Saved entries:
____
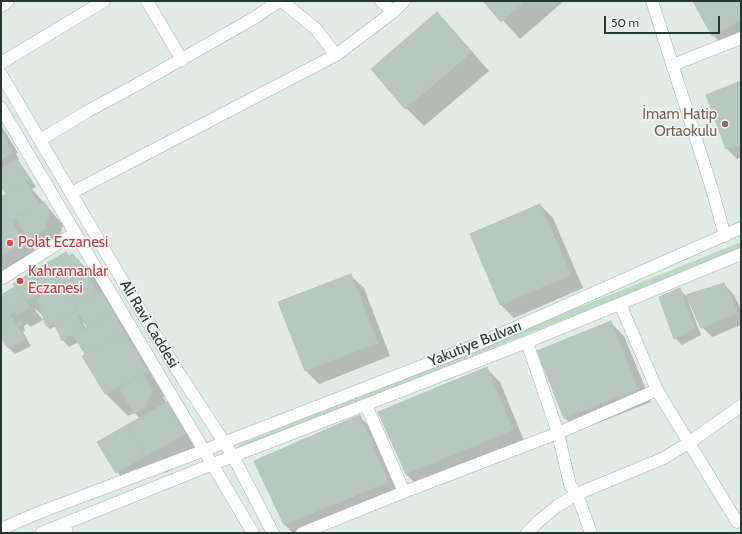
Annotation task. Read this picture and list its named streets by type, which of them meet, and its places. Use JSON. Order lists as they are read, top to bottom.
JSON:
{
  "streets": {
    "main road": ["Ali Ravi Caddesi", "Yakutiye Bulvarı"]
  },
  "crossings": [
    ["Ali Ravi Caddesi", "Yakutiye Bulvarı"]
  ],
  "places": ["İmam Hatip Ortaokulu", "Polat Eczanesi", "Kahramanlar Eczanesi"],
  "scale_bar": "50 m"
}
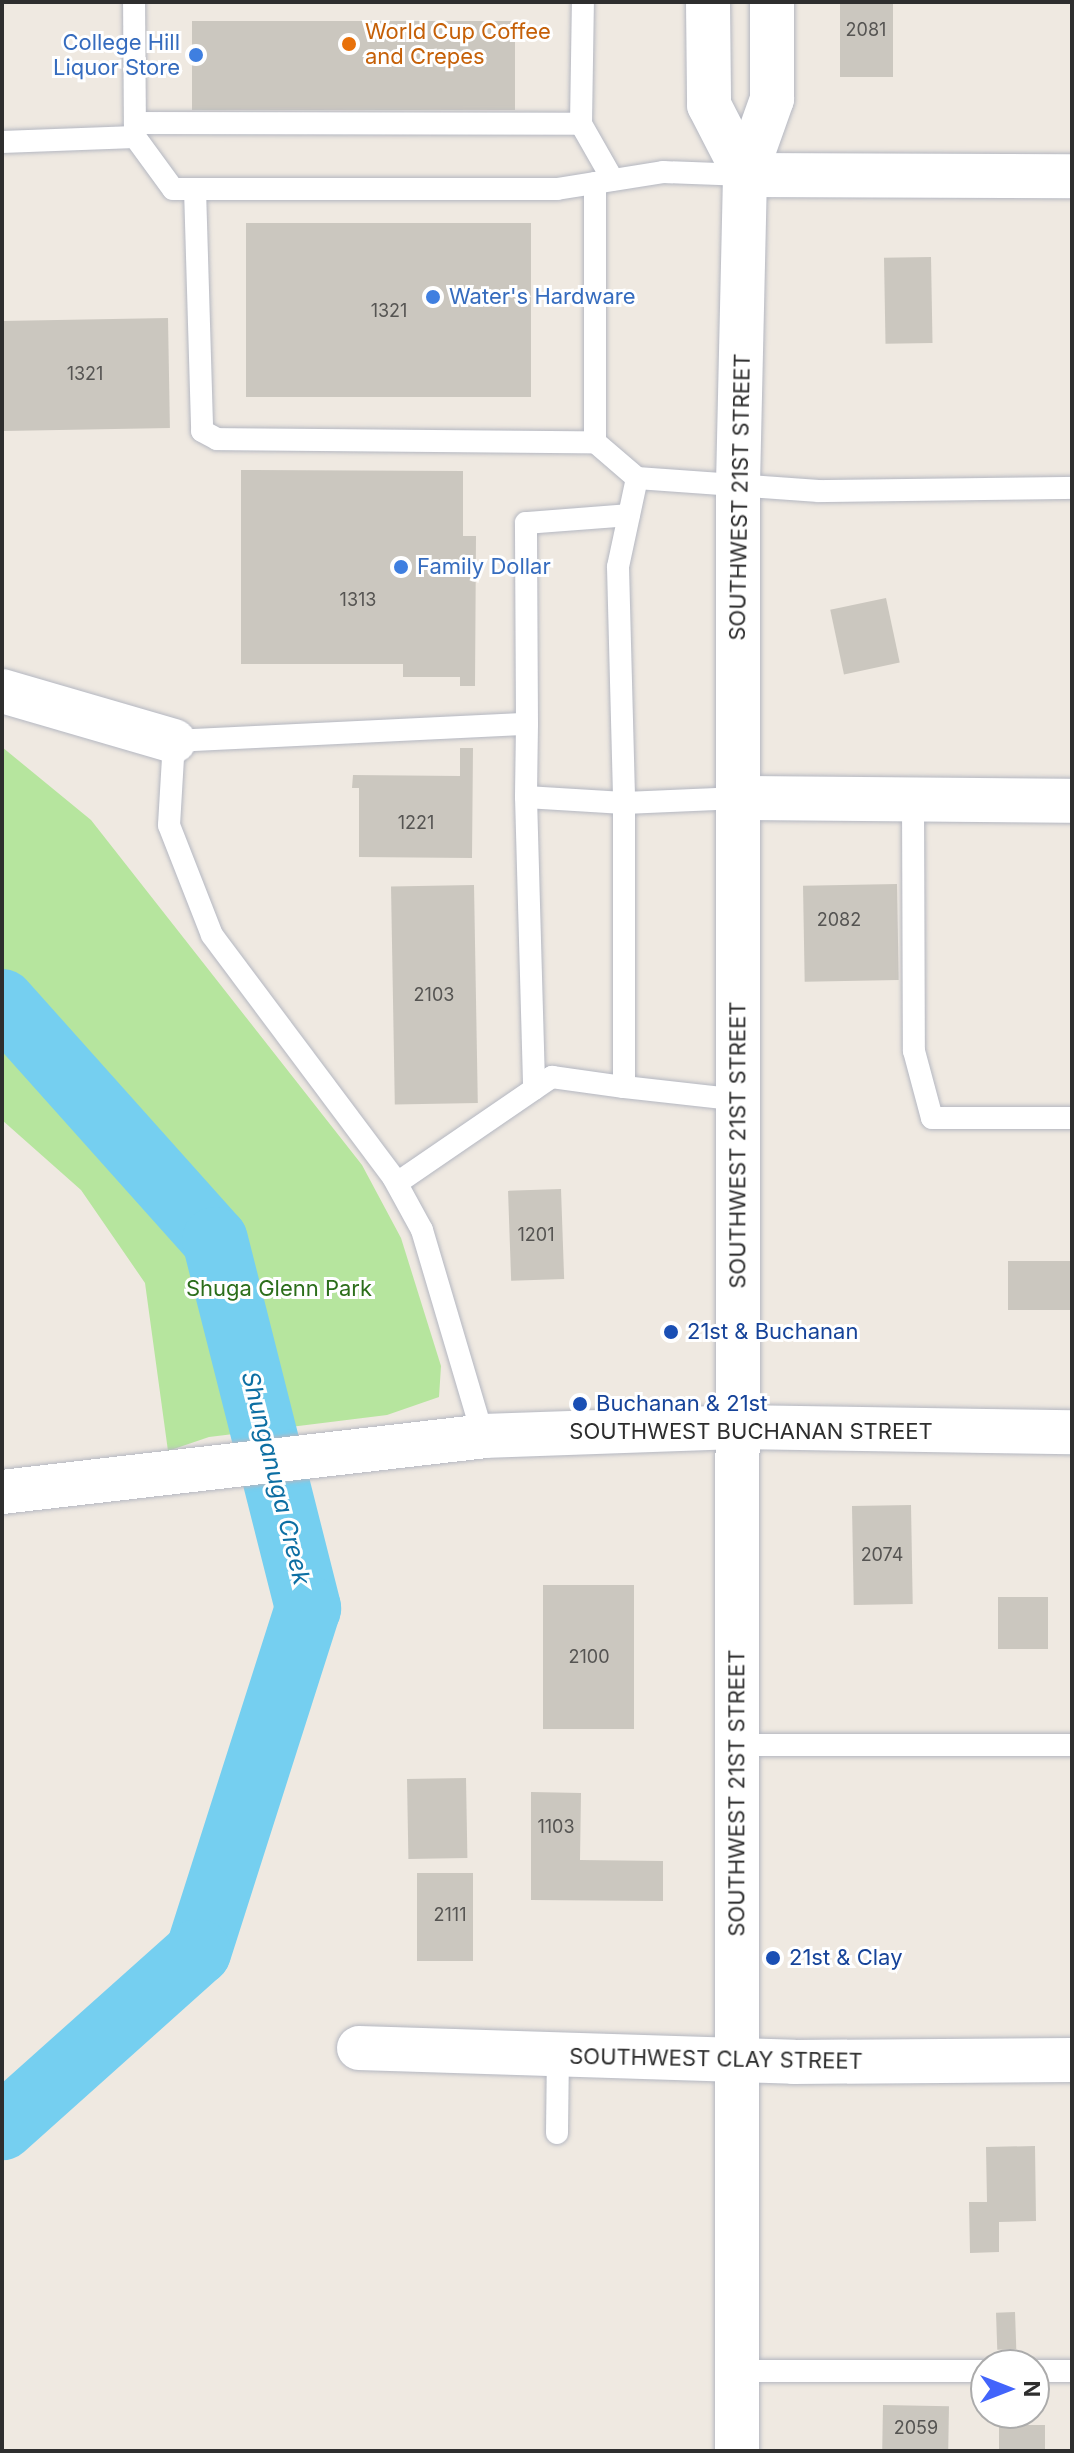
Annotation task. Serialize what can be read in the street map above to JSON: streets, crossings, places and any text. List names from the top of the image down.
{
  "streets": {
    "street": ["SOUTHWEST 21ST STREET", "SOUTHWEST BUCHANAN STREET", "SOUTHWEST CLAY STREET"]
  },
  "crossings": [
    ["SOUTHWEST 21ST STREET", "SOUTHWEST BUCHANAN STREET"],
    ["SOUTHWEST 21ST STREET", "SOUTHWEST CLAY STREET"]
  ],
  "water": ["Shunganuga Creek"],
  "parks": ["Shuga Glenn Park"],
  "places": [
    "World Cup Coffee and Crepes",
    "College Hill Liquor Store",
    "Water's Hardware",
    "Family Dollar",
    "21st & Buchanan",
    "Buchanan & 21st",
    "21st & Clay"
  ],
  "house_numbers": [
    "2081",
    "1321",
    "1321",
    "1313",
    "1221",
    "2082",
    "2103",
    "1201",
    "2074",
    "2100",
    "1103",
    "2111",
    "2059"
  ],
  "north": "right"
}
____
■ How to complete this task
What is needed here is an exact copy of every record, with the pictures left out.

■ Exercise response
Annotation task. Read this picture and list its named streets by type, which of them meet, and its places. Use JSON. Order lists as they are read, top to bottom.
JSON:
{
  "streets": {
    "main road": ["Ali Ravi Caddesi", "Yakutiye Bulvarı"]
  },
  "crossings": [
    ["Ali Ravi Caddesi", "Yakutiye Bulvarı"]
  ],
  "places": ["İmam Hatip Ortaokulu", "Polat Eczanesi", "Kahramanlar Eczanesi"],
  "scale_bar": "50 m"
}
Annotation task. Serialize what can be read in the street map above to JSON: streets, crossings, places and any text. List names from the top of the image down.
{
  "streets": {
    "street": ["SOUTHWEST 21ST STREET", "SOUTHWEST BUCHANAN STREET", "SOUTHWEST CLAY STREET"]
  },
  "crossings": [
    ["SOUTHWEST 21ST STREET", "SOUTHWEST BUCHANAN STREET"],
    ["SOUTHWEST 21ST STREET", "SOUTHWEST CLAY STREET"]
  ],
  "water": ["Shunganuga Creek"],
  "parks": ["Shuga Glenn Park"],
  "places": [
    "World Cup Coffee and Crepes",
    "College Hill Liquor Store",
    "Water's Hardware",
    "Family Dollar",
    "21st & Buchanan",
    "Buchanan & 21st",
    "21st & Clay"
  ],
  "house_numbers": [
    "2081",
    "1321",
    "1321",
    "1313",
    "1221",
    "2082",
    "2103",
    "1201",
    "2074",
    "2100",
    "1103",
    "2111",
    "2059"
  ],
  "north": "right"
}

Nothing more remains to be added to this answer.